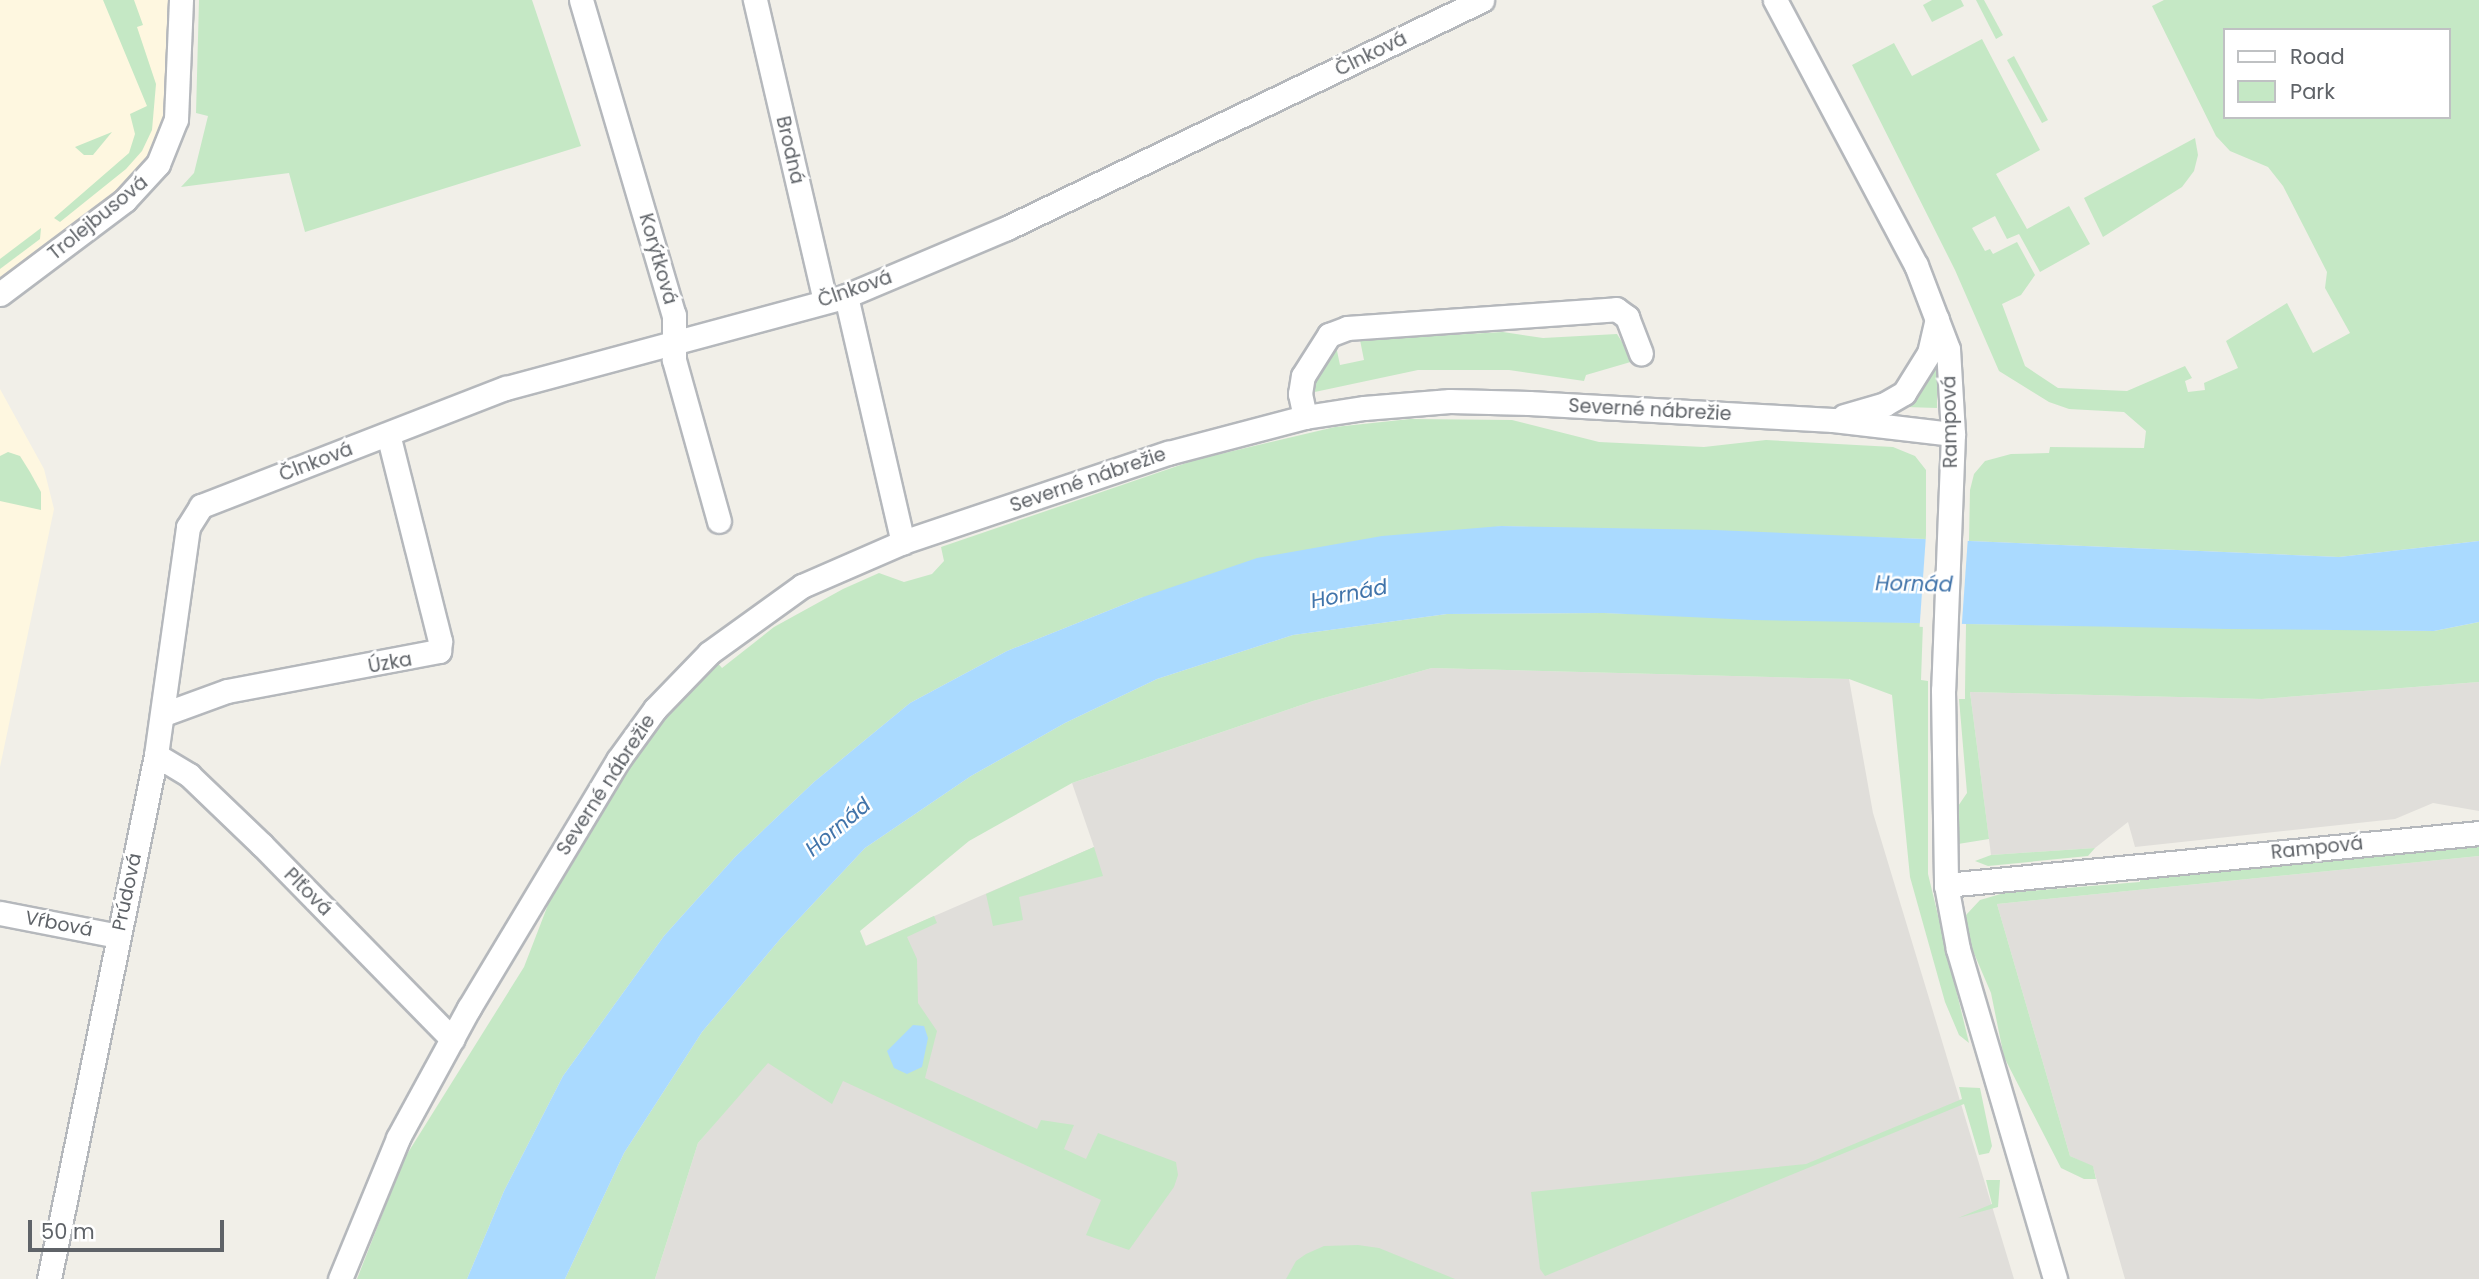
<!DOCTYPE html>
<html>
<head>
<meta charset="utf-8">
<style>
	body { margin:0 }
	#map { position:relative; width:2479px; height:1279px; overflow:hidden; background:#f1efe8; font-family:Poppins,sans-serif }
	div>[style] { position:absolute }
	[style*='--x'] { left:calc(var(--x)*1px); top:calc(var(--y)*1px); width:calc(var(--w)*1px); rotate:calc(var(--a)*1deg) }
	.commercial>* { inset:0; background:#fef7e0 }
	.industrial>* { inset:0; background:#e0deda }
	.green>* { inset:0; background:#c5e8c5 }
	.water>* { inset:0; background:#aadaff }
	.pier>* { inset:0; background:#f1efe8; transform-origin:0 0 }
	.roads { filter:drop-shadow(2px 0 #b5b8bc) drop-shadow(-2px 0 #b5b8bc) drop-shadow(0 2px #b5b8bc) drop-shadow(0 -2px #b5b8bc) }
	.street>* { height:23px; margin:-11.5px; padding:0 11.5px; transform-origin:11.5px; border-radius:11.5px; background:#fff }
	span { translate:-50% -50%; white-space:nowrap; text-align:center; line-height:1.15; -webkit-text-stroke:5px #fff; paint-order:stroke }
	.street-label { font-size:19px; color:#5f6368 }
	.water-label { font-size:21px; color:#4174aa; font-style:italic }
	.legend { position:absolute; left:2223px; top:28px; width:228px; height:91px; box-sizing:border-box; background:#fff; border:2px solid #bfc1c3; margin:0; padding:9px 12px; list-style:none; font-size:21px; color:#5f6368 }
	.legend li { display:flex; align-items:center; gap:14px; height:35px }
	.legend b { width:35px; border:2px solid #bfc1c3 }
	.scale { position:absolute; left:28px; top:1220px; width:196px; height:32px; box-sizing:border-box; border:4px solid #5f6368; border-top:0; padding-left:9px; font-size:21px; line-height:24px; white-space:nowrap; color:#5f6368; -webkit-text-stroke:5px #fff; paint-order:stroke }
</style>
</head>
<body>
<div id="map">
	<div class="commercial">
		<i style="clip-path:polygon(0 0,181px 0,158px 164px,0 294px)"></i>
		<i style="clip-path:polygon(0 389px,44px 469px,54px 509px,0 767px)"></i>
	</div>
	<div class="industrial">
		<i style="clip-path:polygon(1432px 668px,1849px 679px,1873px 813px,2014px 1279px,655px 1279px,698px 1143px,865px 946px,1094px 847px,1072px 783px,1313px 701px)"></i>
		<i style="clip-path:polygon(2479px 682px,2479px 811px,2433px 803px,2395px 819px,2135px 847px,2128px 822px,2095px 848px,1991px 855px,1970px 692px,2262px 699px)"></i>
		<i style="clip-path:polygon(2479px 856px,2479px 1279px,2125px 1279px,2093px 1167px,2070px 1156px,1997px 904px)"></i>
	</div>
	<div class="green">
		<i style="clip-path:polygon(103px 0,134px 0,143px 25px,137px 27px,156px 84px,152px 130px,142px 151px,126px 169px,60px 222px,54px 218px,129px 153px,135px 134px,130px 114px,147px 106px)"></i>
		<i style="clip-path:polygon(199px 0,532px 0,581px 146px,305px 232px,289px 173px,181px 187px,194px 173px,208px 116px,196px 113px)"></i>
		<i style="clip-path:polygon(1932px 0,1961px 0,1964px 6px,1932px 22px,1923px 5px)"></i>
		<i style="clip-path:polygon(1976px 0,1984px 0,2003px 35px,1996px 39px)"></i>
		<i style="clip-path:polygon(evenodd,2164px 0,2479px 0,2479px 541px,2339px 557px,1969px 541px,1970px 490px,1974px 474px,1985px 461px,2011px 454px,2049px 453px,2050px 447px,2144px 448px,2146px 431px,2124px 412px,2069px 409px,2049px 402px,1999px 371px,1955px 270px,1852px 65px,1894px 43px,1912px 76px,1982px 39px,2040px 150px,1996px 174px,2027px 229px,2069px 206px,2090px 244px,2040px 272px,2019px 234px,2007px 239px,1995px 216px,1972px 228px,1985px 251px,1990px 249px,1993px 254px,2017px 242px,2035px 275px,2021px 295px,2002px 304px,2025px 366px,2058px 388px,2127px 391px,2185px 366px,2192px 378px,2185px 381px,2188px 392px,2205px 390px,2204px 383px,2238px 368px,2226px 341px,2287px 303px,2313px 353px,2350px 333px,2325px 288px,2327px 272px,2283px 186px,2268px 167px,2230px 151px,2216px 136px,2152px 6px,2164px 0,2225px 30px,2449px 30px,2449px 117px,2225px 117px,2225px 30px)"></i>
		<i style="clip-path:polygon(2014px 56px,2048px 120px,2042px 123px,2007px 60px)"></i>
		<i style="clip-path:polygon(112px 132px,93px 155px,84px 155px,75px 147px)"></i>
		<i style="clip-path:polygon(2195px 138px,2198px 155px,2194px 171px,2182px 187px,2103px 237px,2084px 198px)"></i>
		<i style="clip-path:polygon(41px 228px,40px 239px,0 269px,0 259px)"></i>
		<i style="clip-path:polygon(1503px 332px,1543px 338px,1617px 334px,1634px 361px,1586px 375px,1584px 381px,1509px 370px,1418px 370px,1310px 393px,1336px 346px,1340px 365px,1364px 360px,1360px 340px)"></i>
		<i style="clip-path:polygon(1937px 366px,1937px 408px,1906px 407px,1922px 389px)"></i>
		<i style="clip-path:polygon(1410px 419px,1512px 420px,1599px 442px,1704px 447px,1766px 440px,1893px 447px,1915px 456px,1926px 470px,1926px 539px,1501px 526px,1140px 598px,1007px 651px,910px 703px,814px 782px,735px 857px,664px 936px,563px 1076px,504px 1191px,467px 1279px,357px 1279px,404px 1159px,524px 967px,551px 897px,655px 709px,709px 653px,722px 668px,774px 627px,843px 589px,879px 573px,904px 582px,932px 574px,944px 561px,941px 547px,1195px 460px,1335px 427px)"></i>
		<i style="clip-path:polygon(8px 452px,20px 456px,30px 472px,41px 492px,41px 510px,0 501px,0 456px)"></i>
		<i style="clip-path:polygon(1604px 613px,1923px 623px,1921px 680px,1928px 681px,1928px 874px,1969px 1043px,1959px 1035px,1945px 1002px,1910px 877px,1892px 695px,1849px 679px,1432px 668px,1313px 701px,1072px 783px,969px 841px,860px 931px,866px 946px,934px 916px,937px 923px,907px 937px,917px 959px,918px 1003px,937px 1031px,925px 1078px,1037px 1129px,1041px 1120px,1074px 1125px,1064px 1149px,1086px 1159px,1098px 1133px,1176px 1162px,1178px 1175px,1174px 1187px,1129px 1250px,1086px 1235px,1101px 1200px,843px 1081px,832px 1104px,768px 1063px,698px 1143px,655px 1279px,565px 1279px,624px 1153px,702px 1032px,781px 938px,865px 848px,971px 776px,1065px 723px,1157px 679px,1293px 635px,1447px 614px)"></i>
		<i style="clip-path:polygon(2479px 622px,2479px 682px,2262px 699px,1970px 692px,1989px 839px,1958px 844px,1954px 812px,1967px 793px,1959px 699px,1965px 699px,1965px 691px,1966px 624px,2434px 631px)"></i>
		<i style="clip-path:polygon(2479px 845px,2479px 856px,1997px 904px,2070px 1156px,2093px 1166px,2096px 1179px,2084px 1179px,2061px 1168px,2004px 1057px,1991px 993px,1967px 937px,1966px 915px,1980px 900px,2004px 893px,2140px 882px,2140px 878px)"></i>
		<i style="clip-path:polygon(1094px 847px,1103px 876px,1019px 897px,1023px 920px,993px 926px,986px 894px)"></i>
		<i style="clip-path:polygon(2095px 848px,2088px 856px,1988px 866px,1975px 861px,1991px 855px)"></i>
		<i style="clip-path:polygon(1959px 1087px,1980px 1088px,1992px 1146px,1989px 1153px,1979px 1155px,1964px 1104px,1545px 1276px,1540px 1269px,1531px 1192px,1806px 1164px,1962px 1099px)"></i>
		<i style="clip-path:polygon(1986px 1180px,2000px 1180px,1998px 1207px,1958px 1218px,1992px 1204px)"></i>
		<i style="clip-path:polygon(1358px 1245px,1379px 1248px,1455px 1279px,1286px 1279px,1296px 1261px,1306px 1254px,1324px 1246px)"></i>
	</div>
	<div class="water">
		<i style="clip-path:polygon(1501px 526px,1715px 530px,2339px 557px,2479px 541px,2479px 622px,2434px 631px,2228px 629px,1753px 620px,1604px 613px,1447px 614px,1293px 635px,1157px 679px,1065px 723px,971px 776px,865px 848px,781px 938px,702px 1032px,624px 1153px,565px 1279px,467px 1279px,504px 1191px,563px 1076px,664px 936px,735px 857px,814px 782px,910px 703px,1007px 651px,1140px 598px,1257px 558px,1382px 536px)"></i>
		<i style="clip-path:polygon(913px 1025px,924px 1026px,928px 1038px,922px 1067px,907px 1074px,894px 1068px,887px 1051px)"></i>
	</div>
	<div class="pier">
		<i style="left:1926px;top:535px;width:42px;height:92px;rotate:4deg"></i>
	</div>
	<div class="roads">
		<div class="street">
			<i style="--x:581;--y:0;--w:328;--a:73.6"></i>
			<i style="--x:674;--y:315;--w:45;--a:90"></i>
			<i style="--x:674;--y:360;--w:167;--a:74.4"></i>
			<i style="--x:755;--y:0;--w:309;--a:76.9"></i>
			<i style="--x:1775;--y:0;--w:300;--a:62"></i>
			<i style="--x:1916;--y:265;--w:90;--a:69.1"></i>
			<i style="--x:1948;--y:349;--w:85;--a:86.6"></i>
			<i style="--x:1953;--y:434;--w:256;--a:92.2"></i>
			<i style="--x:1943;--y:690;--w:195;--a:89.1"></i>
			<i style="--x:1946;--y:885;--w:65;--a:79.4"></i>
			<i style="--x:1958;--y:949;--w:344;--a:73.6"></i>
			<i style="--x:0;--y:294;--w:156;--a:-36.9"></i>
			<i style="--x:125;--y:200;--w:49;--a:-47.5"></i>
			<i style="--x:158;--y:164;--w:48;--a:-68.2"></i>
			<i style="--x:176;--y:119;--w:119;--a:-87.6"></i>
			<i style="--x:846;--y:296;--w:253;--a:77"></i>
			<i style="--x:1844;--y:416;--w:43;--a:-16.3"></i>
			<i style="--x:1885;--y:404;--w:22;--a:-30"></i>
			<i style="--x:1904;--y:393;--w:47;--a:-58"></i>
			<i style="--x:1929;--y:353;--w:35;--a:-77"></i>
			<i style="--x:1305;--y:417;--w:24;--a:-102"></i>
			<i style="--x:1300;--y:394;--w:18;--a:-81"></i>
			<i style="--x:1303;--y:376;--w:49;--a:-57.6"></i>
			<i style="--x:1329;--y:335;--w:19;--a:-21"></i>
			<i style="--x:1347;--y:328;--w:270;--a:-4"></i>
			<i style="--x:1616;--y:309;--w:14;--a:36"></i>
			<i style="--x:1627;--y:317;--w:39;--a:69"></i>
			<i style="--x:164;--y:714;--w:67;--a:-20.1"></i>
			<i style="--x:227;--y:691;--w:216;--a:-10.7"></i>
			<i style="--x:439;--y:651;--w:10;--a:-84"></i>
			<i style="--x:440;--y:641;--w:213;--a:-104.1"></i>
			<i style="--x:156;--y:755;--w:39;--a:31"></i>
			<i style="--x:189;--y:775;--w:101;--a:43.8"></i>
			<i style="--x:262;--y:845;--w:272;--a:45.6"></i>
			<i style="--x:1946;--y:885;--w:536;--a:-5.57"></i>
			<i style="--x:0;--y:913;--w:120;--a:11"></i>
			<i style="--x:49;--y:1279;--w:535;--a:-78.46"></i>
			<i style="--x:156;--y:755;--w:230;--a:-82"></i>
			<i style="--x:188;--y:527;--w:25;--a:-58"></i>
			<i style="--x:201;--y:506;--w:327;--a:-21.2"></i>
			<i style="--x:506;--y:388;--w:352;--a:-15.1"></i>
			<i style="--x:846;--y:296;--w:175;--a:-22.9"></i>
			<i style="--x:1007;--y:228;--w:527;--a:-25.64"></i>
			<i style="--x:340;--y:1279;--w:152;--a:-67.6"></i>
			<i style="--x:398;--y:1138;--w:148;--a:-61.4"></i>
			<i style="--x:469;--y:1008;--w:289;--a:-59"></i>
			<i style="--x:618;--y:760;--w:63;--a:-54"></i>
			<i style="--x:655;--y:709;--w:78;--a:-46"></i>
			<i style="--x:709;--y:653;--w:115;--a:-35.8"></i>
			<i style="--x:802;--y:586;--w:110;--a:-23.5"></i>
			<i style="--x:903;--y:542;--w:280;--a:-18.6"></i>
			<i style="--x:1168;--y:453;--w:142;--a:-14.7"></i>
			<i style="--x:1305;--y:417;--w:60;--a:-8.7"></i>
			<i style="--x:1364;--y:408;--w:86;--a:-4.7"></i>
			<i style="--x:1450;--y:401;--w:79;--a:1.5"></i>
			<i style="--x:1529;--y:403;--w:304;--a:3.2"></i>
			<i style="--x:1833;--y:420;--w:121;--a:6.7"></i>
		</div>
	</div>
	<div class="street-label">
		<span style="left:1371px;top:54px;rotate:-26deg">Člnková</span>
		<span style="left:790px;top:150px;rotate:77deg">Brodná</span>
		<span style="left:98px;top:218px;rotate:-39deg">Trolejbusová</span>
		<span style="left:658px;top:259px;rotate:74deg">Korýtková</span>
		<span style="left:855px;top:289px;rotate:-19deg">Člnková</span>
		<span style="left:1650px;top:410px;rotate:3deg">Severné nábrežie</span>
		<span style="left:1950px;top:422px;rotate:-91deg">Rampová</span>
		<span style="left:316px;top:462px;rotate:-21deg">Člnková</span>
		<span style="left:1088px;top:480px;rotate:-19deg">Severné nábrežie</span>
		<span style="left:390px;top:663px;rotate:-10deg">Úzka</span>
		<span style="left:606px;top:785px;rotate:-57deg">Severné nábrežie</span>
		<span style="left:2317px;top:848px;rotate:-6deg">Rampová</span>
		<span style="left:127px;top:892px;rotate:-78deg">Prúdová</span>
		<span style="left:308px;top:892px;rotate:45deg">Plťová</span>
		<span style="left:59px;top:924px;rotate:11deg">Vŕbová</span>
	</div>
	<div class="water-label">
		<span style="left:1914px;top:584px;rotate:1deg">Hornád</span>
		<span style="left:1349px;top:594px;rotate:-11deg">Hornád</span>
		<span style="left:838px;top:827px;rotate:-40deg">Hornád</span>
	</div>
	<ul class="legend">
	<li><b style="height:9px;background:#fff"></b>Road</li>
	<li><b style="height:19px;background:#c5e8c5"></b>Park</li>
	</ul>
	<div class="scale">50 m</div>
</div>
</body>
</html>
+-------+
* TASK REQUIREMENTS:
Extract, word for word, each line from the top of the data down to and including the line with "translate:-50% -50%; white-space:nowrap;"; skip the pictures.

* TASK RESPONSE:
<!DOCTYPE html>
<html>
<head>
<meta charset="utf-8">
<style>
	body { margin:0 }
	#map { position:relative; width:2479px; height:1279px; overflow:hidden; background:#f1efe8; font-family:Poppins,sans-serif }
	div>[style] { position:absolute }
	[style*='--x'] { left:calc(var(--x)*1px); top:calc(var(--y)*1px); width:calc(var(--w)*1px); rotate:calc(var(--a)*1deg) }
	.commercial>* { inset:0; background:#fef7e0 }
	.industrial>* { inset:0; background:#e0deda }
	.green>* { inset:0; background:#c5e8c5 }
	.water>* { inset:0; background:#aadaff }
	.pier>* { inset:0; background:#f1efe8; transform-origin:0 0 }
	.roads { filter:drop-shadow(2px 0 #b5b8bc) drop-shadow(-2px 0 #b5b8bc) drop-shadow(0 2px #b5b8bc) drop-shadow(0 -2px #b5b8bc) }
	.street>* { height:23px; margin:-11.5px; padding:0 11.5px; transform-origin:11.5px; border-radius:11.5px; background:#fff }
	span { translate:-50% -50%; white-space:nowrap; text-align:center; line-height:1.15; -webkit-text-stroke:5px #fff; paint-order:stroke }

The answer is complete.